= Héctor Orezzoli =

Argentine theatre director and designer (1953–1991)

Héctor Orezzoli (1953 — December 5, 1991) was an Argentine stage director, costume designer, set designer, and lighting designer. Along with his creative partner Claudio Segovia, he co-created the musical revues Flamenco Pure, Tango Argentino, and Black and Blue which were produced and staged by them on stages internationally; including Broadway in New York and theaters throughout Europe and South America. For Black and Blue, the two men won the 1989 Tony Award for Best Costume Design and were nominated for the Tony Award for Best Scenic Design and the Tony Award for Best Direction of a Musical.

==Life and career==
Orezzoli was born in Buenos Aires in 1953. He completed studies in literature and psychology at the University of Buenos Aires before pursuing further education in drama and scenic design at the University of Belgrano.

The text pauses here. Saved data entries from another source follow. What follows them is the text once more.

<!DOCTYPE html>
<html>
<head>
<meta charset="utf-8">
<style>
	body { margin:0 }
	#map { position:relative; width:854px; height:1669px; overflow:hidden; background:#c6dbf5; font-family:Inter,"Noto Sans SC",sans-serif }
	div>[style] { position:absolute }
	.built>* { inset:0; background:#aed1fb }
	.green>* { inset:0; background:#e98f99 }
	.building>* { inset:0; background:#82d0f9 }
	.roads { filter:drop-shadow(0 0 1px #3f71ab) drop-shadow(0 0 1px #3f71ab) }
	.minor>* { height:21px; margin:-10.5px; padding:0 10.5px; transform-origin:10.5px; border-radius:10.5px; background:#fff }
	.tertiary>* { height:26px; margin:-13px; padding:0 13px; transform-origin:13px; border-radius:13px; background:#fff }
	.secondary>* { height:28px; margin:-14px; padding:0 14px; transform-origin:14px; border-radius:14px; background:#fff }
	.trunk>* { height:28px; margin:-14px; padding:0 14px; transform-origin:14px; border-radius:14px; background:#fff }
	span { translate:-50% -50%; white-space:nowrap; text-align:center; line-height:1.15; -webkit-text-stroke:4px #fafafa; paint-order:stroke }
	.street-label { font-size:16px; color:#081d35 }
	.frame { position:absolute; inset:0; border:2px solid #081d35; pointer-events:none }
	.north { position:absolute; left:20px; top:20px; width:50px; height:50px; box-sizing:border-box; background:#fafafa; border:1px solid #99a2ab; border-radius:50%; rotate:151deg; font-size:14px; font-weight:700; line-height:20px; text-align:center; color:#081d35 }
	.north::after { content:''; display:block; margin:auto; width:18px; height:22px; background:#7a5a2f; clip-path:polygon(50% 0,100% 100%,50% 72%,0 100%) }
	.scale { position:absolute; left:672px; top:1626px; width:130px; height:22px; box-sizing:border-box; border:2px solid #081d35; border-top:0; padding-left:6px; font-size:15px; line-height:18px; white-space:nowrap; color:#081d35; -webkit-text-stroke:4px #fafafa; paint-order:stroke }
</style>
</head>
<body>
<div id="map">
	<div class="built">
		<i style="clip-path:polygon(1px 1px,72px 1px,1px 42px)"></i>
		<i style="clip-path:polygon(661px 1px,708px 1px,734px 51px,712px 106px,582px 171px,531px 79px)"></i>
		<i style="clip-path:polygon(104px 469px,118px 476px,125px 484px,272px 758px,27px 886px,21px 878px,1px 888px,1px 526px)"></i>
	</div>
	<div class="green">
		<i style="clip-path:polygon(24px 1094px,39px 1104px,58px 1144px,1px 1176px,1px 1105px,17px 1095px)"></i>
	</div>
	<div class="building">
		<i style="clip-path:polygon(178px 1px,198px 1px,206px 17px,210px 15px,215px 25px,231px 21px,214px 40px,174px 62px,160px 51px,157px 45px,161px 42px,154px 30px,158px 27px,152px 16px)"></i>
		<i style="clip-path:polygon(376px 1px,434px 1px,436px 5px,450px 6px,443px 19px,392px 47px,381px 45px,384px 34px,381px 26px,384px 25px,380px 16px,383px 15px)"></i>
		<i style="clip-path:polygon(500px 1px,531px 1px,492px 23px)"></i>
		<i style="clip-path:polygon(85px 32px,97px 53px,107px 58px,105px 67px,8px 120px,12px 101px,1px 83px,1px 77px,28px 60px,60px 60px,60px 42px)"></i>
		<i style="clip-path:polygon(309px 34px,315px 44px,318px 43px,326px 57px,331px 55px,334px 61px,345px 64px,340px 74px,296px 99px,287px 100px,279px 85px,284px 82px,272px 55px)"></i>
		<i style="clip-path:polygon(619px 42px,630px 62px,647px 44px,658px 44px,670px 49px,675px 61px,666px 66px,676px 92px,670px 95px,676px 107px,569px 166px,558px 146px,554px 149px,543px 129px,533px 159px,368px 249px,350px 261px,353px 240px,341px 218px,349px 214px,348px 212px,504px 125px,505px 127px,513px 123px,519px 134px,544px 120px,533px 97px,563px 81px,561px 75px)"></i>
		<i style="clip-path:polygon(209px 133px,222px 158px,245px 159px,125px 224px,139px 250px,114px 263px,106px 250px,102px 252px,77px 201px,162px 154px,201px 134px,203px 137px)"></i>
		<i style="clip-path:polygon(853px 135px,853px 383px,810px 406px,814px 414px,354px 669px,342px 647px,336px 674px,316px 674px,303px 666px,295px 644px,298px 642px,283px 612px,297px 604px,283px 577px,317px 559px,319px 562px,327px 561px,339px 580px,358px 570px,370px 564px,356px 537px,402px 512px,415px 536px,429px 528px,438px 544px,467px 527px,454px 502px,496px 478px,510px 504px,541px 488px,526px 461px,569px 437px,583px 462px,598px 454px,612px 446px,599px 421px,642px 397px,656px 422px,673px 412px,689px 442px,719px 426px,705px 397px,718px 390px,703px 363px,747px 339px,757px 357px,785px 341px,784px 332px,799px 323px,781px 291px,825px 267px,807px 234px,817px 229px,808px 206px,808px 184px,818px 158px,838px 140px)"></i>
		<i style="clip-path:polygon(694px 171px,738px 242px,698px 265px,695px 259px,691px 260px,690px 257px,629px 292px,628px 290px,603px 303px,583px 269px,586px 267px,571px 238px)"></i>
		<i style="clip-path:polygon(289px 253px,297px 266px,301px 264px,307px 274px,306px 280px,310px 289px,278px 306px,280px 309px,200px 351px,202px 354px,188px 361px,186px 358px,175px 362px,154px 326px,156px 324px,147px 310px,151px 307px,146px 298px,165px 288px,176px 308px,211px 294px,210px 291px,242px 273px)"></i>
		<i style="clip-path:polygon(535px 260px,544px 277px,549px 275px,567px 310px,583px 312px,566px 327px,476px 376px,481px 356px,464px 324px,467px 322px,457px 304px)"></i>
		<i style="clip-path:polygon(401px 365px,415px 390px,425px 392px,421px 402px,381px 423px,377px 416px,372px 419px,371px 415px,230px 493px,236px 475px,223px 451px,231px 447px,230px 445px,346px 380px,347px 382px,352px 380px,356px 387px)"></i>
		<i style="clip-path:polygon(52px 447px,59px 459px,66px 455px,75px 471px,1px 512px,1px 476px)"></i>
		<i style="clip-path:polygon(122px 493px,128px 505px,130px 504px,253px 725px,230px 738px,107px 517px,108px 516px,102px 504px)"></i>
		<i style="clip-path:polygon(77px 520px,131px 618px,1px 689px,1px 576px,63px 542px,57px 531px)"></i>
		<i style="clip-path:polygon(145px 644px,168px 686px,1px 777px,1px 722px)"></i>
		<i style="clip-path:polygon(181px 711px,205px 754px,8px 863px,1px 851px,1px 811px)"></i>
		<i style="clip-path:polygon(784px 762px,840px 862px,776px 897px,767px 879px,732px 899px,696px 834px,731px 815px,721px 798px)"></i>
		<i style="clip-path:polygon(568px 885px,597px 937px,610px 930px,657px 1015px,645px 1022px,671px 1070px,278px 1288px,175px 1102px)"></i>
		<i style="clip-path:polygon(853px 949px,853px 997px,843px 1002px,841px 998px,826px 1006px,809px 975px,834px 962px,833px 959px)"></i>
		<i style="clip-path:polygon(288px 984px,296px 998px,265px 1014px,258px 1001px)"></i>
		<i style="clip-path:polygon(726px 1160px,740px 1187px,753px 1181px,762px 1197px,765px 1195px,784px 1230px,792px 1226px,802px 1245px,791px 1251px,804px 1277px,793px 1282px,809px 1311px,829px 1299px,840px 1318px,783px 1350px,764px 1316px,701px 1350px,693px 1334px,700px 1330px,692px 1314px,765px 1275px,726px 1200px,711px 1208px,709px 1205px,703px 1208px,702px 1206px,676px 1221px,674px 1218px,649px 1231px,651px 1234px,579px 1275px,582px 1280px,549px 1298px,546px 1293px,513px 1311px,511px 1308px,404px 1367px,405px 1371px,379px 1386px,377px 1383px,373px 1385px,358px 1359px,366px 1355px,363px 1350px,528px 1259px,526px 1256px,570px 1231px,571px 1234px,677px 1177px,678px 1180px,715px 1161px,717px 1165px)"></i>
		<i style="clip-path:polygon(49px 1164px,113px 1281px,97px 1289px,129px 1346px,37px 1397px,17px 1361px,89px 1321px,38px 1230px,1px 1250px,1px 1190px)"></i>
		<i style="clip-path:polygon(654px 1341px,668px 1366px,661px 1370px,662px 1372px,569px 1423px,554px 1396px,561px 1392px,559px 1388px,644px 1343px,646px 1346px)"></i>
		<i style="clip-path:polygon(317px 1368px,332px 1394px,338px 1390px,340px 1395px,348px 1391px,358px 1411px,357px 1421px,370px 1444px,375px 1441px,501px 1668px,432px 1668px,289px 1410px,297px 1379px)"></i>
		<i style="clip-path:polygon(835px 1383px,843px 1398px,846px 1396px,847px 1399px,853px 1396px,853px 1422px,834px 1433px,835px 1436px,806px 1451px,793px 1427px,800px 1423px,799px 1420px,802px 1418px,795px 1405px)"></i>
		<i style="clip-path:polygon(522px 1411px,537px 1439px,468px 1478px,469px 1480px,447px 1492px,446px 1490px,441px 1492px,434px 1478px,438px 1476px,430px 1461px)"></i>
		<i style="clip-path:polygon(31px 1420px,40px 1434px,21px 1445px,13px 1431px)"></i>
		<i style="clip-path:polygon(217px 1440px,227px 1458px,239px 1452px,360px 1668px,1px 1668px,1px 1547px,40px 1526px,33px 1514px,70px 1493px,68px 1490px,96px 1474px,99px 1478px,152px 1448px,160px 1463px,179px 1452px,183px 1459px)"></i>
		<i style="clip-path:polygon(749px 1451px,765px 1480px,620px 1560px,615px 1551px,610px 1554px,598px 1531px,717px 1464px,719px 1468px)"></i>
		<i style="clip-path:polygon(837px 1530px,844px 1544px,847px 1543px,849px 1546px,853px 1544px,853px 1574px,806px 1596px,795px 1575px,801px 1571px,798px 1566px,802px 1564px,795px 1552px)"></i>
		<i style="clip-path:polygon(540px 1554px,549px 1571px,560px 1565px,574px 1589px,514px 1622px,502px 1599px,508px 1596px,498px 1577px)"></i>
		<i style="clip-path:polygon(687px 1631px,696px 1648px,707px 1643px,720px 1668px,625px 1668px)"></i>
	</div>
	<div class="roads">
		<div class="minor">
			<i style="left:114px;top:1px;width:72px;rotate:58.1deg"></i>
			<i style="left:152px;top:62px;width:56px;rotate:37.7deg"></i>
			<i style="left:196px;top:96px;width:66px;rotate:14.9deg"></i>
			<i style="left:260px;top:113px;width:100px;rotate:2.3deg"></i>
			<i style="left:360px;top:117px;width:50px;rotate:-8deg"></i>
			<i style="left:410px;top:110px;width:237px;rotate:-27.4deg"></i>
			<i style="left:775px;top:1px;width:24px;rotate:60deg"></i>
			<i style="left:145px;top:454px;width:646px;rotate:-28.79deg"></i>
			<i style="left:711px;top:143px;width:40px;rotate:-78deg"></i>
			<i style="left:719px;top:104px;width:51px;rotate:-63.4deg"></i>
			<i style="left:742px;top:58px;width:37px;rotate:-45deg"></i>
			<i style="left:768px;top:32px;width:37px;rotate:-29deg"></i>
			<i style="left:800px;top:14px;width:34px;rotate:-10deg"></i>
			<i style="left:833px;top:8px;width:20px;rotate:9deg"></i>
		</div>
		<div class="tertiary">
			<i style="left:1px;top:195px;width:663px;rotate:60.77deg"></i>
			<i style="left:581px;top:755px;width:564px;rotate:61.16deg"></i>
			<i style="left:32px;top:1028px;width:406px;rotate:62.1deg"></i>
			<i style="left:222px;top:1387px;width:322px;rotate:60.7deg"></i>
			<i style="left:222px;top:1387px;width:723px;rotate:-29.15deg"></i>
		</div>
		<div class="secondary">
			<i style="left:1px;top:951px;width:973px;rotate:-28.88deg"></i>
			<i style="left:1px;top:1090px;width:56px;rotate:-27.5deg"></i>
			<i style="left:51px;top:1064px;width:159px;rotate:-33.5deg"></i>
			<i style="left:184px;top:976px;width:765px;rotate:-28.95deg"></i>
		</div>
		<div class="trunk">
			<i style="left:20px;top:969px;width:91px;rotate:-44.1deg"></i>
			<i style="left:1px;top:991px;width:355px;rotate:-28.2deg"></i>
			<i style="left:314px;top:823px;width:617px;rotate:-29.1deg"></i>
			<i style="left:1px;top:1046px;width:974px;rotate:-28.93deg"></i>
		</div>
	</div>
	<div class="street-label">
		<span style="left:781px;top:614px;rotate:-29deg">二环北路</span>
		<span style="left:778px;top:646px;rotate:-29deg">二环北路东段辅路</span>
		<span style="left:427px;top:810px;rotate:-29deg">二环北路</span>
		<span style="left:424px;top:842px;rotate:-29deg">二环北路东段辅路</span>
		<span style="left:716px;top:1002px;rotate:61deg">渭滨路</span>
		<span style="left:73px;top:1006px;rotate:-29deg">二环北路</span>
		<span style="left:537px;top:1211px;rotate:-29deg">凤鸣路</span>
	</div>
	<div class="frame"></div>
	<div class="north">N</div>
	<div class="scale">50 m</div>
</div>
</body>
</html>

In 1973 Orezzoli was introduced to stage director Claudio Segovia, and the two began an artistic partnership soon after that lasted until Orezzoli's death in New York City fourteen years later. Together the two men created and staged several theatrical revues featuring traditional dance forms like tango, flamenco, and salsa which toured internationally. They had a major critical success with Flamenco Pure in Seville in 1980, and a second revised version in Paris 1984. They had another major success in Paris a year earlier with Tango Argentino which premiered at the 1983 Festival d'Automne. This work transferred to Broadway, garnering nominations for the Tony Award for Best Musical and the Tony Award for Best Choreography at the 40th Tony Awards. In 1989 the two men won the Tony Award for Best Costume Design and was nominated for the Tony Award for Best Scenic Design and the Tony Award for Best Direction of a Musical for their work on the Broadway musical Black and Blue.